Les principaux états possibles sont :
Conforme : le critère est respecté
Non conforme : au moins un problème est détecté
Non applicable : le critère ne concerne pas la page auditée
Ces indicateurs permettent ensuite de calculer un taux de conformité global.
Ce taux est utilisé dans les obligations réglementaires, notamment pour la déclaration d’accessibilité.
Une logique de lecture progressive
La structure du RGAA suit une logique claire :
Le chapitre définit le domaine (images, formulaires, navigation…)
Le critère fixe l’objectif d’accessibilité
Le test explique comment vérifier cet objectif
L’indicateur traduit le résultat de l’évaluation
Cette organisation permet à la fois :
Une lecture pédagogique pour comprendre les enjeux
Une utilisation technique pour réaliser des audits précis
Une base commune pour tous les acteurs
La structure du RGAA est conçue pour être utilisée par différents profils :
Auditeurs accessibilité
Développeurs
Designers
Chefs de projet
Responsables conformité
Chacun peut s’appuyer sur les chapitres et les critères qui concernent son domaine, tout en gardant une vision globale.

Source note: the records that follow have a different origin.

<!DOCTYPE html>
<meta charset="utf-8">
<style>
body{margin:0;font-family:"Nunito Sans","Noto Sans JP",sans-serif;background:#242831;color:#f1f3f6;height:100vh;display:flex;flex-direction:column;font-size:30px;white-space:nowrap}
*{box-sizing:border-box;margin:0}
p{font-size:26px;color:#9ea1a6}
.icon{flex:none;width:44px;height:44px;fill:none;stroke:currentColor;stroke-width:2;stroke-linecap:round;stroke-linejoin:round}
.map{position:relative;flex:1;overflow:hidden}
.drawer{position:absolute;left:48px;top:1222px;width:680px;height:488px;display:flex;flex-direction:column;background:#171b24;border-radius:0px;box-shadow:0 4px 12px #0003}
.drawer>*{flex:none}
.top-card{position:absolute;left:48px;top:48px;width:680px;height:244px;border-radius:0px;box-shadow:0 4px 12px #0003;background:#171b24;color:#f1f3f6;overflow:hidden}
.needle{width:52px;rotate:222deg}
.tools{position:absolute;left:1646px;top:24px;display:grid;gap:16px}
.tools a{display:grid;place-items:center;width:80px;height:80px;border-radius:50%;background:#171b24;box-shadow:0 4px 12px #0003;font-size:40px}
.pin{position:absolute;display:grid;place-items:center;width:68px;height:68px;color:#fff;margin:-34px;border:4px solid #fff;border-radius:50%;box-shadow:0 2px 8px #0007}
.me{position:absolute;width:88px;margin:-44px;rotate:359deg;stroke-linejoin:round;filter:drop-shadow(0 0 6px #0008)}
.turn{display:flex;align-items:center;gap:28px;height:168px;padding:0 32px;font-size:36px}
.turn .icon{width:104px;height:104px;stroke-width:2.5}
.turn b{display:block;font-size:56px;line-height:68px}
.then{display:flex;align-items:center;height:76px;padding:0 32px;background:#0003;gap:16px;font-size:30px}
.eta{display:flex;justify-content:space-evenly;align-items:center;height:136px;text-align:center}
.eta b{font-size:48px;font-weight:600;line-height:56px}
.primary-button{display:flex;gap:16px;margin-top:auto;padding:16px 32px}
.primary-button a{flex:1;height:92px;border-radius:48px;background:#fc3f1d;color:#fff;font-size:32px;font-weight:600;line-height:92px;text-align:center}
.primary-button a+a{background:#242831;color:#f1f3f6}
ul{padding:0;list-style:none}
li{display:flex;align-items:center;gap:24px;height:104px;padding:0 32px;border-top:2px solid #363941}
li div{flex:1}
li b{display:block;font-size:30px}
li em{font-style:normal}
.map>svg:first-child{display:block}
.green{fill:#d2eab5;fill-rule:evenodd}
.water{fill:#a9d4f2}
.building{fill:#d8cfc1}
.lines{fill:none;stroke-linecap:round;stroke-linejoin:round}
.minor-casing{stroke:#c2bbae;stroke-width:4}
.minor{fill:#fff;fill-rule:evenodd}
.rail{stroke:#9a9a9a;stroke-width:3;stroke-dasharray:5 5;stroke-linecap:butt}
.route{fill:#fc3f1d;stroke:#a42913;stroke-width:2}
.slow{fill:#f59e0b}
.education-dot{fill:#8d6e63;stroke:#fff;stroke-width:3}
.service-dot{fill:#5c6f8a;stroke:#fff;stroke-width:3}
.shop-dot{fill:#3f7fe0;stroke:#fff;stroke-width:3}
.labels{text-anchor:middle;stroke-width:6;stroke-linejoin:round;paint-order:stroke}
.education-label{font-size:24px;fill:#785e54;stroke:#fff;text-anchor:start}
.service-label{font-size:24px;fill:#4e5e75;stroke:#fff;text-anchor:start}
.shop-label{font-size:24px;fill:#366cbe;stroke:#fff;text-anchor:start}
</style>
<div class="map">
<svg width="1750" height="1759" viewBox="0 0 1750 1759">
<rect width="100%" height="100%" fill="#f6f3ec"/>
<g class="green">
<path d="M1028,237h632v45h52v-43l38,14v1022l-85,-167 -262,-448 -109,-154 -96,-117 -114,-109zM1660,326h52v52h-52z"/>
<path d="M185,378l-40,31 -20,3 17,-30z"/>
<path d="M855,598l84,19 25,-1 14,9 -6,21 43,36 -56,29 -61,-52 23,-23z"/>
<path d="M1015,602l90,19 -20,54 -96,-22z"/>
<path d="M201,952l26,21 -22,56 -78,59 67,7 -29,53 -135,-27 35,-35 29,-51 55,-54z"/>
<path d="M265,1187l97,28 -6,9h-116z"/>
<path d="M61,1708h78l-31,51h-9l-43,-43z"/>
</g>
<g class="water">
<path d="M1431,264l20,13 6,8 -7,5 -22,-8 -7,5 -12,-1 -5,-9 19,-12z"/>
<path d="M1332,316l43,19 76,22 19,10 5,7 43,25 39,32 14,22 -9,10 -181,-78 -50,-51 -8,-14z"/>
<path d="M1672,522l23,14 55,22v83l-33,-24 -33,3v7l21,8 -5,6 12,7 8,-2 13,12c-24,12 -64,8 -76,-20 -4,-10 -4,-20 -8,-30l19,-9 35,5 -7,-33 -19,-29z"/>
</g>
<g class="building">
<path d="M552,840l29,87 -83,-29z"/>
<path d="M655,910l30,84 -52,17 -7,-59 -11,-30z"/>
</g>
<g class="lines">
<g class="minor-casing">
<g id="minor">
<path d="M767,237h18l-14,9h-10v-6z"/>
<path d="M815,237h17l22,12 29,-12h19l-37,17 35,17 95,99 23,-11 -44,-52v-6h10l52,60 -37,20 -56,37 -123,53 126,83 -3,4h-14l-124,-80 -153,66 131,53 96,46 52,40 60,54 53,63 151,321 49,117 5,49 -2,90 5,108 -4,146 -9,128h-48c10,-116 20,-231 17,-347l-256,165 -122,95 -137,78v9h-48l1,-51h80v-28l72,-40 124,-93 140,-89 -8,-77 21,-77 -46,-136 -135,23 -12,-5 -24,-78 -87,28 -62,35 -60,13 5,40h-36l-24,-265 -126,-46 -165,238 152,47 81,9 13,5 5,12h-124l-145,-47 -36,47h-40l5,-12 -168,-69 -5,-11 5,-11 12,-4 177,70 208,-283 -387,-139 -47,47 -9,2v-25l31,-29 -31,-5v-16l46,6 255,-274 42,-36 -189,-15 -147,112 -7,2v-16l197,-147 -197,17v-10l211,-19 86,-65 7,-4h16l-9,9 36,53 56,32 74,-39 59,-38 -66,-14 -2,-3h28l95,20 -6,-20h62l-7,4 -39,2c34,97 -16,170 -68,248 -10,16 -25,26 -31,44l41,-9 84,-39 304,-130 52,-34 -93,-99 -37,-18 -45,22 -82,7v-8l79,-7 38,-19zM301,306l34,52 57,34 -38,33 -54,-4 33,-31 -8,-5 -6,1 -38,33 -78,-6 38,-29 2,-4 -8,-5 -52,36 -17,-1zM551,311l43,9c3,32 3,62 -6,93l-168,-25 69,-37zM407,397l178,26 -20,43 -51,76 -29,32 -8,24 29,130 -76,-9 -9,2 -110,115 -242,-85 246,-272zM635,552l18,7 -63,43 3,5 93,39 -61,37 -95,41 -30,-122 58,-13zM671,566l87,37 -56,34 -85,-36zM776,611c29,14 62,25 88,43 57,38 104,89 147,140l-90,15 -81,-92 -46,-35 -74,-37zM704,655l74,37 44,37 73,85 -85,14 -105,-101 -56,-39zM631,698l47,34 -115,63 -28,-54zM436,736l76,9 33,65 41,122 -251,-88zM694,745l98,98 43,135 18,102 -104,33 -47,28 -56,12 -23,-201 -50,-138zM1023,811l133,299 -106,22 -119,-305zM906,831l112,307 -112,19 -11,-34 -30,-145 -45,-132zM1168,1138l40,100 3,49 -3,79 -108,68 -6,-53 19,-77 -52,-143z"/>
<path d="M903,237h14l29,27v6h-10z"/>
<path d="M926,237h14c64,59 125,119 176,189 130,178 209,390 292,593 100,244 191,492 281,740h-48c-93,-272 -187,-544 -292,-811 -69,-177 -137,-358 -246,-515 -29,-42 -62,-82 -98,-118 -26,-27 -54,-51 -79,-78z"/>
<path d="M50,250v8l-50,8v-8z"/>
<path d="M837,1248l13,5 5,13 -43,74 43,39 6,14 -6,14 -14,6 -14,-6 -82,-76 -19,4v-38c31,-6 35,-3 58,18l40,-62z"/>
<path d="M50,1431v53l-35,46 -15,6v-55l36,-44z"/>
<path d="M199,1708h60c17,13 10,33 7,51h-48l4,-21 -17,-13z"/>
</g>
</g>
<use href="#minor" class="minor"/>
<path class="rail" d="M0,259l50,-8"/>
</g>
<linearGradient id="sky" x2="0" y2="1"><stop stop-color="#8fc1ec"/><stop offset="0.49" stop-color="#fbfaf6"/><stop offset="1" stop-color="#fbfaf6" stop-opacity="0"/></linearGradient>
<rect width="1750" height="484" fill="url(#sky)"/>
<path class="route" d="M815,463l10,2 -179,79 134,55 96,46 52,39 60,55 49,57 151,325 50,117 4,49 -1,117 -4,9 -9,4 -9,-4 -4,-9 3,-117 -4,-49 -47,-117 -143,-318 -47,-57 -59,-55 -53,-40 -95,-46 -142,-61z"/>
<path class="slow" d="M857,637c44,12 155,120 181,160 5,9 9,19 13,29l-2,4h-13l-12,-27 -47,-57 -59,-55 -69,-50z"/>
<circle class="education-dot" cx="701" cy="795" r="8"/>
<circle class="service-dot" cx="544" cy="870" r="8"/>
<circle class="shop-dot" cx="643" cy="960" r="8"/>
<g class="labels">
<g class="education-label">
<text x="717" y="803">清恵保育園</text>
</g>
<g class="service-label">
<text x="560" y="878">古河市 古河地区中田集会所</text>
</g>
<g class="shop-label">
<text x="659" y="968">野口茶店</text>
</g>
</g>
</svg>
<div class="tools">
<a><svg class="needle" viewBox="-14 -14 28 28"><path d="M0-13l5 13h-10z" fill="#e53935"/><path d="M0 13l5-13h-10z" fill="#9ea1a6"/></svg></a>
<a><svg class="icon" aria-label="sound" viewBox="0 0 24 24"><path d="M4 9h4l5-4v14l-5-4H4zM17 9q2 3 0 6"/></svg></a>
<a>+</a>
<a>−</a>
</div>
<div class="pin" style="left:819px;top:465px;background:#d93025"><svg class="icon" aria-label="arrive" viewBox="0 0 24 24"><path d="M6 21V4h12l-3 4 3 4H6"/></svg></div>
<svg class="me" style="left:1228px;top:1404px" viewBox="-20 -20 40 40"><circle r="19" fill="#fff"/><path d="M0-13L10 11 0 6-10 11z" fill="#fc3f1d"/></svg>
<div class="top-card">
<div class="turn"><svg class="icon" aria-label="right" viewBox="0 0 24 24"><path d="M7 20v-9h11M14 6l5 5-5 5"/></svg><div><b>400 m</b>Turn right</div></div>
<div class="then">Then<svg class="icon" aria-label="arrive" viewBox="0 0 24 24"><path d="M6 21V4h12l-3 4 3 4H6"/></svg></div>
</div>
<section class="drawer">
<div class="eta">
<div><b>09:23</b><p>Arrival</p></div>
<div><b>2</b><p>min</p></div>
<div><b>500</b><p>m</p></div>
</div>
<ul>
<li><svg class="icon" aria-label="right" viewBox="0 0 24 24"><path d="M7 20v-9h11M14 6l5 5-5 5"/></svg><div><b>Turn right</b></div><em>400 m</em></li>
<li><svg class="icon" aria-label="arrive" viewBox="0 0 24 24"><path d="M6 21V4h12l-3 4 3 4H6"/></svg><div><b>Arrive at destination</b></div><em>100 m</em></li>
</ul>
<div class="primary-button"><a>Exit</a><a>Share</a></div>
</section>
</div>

Un référentiel aligné sur les standards internationaux
Le RGAA est basé sur les règles internationales d’accessibilité (WCAG). Sa structure en chapitres, critères et tests est une adaptation opérationnelle de ces standards.
L’objectif est de transformer des principes généraux en règles concrètes et vérifiables dans un contexte réel de production web.
Un outil pour piloter l’amélioration continue
Au-delà d’un simple contrôle, la structure du RGAA permet :
D’identifier précisément les points de blocage
De prioriser les corrections
De suivre les progrès dans le temps
D’intégrer l’accessibilité dans les cycles de développement
Les chapitres facilitent la répartition du travail par thématique, tandis que les tests servent de guide technique pour corriger les non-conformités.
Conclusion
Le RGAA repose sur une architecture claire et méthodique : 13 chapitres thématiques, des critères précis, des tests détaillés et des indicateurs de conformité. Cette structure permet de transformer les principes d’accessibilité en actions concrètes et mesurables.
Bien comprise, elle devient un véritable outil de pilotage pour intégrer durablement l’accessibilité dans les projets numériques, faciliter les audits et structurer les démarches de mise en conformité.